Sir Bernard’s view was that bearing the brunt of the associated financial losses would teach consumers a lesson: sort out your security or suffer the consequences.
What Sir Bernard seems to have failed to grasp, is that online fraud is growing exponentially, and security options available to the average consumer, are struggling to keep up with the ever more sophisticated online scams that confront all of us on a daily basis.
Last year, losses resulting from UK internet banking fraud amounted to almost £134million. At present, consumers who find themselves victims of online fraud can usually expect to get a full refund from their bank or credit card supplier.
Sir Bernard believes this sends out the wrong message to consumers and absolves them of any responsibility, The harsh approach of making consumers suffer the financial losses would, he argues, encourages people to take more care of their internet security – updating passwords and software to help prevent fraud in the first place.

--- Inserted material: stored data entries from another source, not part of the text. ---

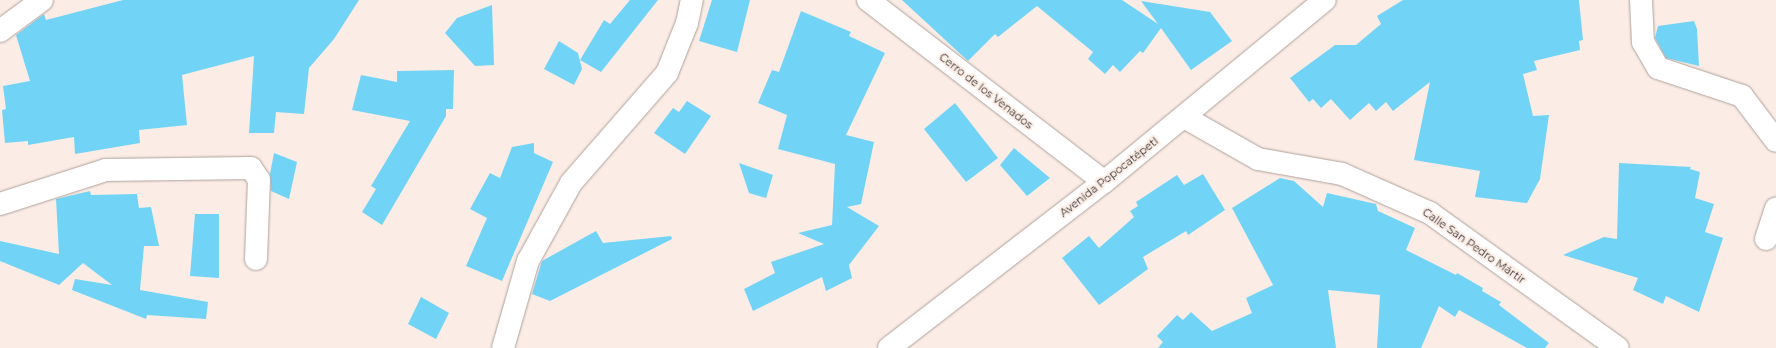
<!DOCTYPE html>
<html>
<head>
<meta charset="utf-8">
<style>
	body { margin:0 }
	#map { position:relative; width:1776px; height:348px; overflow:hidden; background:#fbede6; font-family:Montserrat,sans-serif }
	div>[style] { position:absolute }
	.building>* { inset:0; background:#71d4f6 }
	.roads { filter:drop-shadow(0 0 1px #aea19b) drop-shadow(0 0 1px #aea19b) }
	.minor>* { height:22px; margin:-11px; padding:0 11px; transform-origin:11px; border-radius:11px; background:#fff }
	.secondary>* { height:22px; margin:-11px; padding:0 11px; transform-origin:11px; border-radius:11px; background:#fff }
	span { translate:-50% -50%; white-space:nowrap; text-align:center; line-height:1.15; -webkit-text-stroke:4px #fbede6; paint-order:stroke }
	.street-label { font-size:11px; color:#37312f }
</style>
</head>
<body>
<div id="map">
	<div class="building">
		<div style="clip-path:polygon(123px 0,359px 0,334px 39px,309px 68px,304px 114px,276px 112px,274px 133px,249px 133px,254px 56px,182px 75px,187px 125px,139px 130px,140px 143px,75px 154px,74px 137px,28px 145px,28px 141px,5px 143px,2px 110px,6px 109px,3px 86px,30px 81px,16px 35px,44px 14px,46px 20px)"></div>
		<div style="clip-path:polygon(630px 0,658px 0,601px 72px,580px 60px,604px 20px,610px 24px)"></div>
		<div style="clip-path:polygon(712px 0,750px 0,737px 52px,699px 41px)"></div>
		<div style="clip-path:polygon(902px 0,1122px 0,1158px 24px,1141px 1px,1210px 12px,1232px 41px,1191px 70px,1161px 28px,1143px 53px,1140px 51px,1120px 72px,1113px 65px,1105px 74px,1088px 59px,1093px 52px,1037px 6px,998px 37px,995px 34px,968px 61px)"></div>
		<div style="clip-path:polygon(1403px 0,1579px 0,1583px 40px,1579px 41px,1580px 50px,1534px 61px,1537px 70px,1523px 74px,1533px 116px,1549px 115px,1540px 179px,1527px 203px,1475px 197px,1480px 171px,1414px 160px,1430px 82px,1393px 111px,1386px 102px,1376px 111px,1369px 103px,1350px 120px,1331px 99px,1321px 108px,1313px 99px,1309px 102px,1290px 78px,1335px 45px,1356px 45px,1381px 24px,1377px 16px)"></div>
		<div style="clip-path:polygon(492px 5px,494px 65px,475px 66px,445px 33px,457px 18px)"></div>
		<div style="clip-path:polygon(801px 11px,851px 32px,849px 36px,885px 53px,846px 135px,874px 142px,861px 204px,847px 207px,879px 226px,849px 265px,852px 278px,826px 291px,822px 277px,753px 311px,744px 289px,775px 273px,771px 262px,824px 244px,798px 233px,832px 225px,835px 164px,778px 149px,787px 115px,758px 103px,772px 70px,779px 72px)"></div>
		<div style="clip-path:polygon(1694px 21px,1697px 29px,1699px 66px,1666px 58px,1655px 38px,1658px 26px)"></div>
		<div style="clip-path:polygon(559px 41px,578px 53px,582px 69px,574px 85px,544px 69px)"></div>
		<div style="clip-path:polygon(454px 70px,453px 109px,446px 109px,446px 116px,382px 225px,362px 212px,376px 189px,371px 186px,410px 121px,352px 110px,361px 75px,397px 82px,397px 71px)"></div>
		<div style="clip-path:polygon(687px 101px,711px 116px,685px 154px,654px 133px,673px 108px,679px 112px)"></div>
		<div style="clip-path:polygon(955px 103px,998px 158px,966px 182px,924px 129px)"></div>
		<div style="clip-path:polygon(534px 143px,534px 153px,553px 162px,502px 281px,466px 266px,487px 218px,470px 209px,490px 173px,500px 178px,512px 147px)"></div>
		<div style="clip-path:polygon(1014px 148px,1050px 178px,1027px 196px,1000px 165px)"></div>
		<div style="clip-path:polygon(274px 153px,297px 162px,289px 199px,271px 191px,270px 174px)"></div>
		<div style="clip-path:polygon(739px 163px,773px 175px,766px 198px,749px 193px)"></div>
		<div style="clip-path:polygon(1619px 163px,1691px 167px,1690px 169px,1700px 172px,1695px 198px,1714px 204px,1705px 232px,1723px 238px,1699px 312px,1666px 296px,1663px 304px,1633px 290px,1638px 278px,1563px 255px,1604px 237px,1617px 239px)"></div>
		<div style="clip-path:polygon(1203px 174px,1225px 210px,1188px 235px,1186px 231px,1143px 257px,1148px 269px,1099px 305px,1062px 258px,1089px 236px,1099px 248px,1134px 217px,1130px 211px,1138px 206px,1136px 202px,1177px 175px,1184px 185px)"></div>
		<div style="clip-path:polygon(1280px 178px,1294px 181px,1323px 207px,1327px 193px,1376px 204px,1378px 211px,1415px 228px,1406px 250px,1456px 275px,1457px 273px,1483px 288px,1482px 291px,1501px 302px,1499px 305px,1549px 343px,1545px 348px,1527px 348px,1459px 310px,1455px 317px,1439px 306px,1421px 348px,1377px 348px,1380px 295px,1328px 290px,1336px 348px,1158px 348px,1163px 342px,1157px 336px,1177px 315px,1183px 320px,1191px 312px,1212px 331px,1252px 313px,1246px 298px,1273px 285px,1232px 208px)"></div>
		<div style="clip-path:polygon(90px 191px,91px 195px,137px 194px,139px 208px,151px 207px,159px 246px,144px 246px,140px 290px,208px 302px,206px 319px,147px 315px,146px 319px,72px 290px,75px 279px,112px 285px,83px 263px,59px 285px,0 261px,0 241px,59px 254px,56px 199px)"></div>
		<div style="clip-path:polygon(195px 214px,219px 214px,219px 278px,190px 276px)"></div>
		<div style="clip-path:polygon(596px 231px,603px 243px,671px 236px,672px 239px,550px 301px,532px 294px,542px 261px)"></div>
		<div style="clip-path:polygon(421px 297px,449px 313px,436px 339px,408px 324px)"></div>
	</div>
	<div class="roads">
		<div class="minor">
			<div style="left:868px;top:0;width:298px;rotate:37.6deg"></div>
			<div style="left:1641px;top:0;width:42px;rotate:87.3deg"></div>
			<div style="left:1643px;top:42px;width:30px;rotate:60deg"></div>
			<div style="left:1658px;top:68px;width:89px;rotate:18.4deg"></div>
			<div style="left:1742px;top:96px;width:56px;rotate:52.9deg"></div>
			<div style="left:0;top:31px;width:52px;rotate:-36.4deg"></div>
			<div style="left:1184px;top:117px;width:85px;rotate:29.6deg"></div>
			<div style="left:1258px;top:159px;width:85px;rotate:10.1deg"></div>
			<div style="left:1342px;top:174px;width:96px;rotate:23.9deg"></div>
			<div style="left:1430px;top:213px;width:231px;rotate:35.7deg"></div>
			<div style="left:0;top:204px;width:111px;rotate:-17.8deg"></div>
			<div style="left:106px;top:170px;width:145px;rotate:-0.8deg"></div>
			<div style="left:251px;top:168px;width:14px;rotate:56deg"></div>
			<div style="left:259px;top:180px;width:79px;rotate:92.2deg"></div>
			<div style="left:1766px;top:239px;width:32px;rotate:-72deg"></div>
			<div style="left:503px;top:348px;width:91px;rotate:-74deg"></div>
			<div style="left:528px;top:261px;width:89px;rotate:-61.1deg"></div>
			<div style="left:571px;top:183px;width:146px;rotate:-48.9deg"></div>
			<div style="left:667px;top:73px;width:54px;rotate:-68.2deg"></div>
			<div style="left:687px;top:23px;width:24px;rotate:-78deg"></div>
		</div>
		<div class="secondary">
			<div style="left:889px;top:348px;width:272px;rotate:-37.7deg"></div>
			<div style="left:1104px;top:182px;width:286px;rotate:-39.5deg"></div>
		</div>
	</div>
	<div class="street-label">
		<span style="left:986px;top:91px;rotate:38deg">Cerro de los Venados</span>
		<span style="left:1109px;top:177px;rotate:-38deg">Avenida Popocatépetl</span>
		<span style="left:1474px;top:246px;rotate:35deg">Calle San Pedro Mártir</span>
	</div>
</div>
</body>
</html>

Yet the banks are struggling to counter the online fraudsters. And if they are struggling, what chance does the average consumer have?
The public relies on the might of the UK banking industry to protect the consumer. Blaming the consumer for the problem does not seem to be a particularly effective way of tacking this area of crime.
We’ve seen examples of letters purporting to be from banks, stores, and phone companies which ask the consumer to contact them about their account. These are not letters which are instantly recognisable as scams. They seem genuine, and the email versions appear to be sent from the companies involved. So it is not something that the average consumer can easily identify as being fraudulent.
Yes, there are things we can all do to protect ourselves online (which we’ve gone through in detail in previous posts) but the fact remains, fraud on a scale such as this cannot be left to the individual consumer to prevent.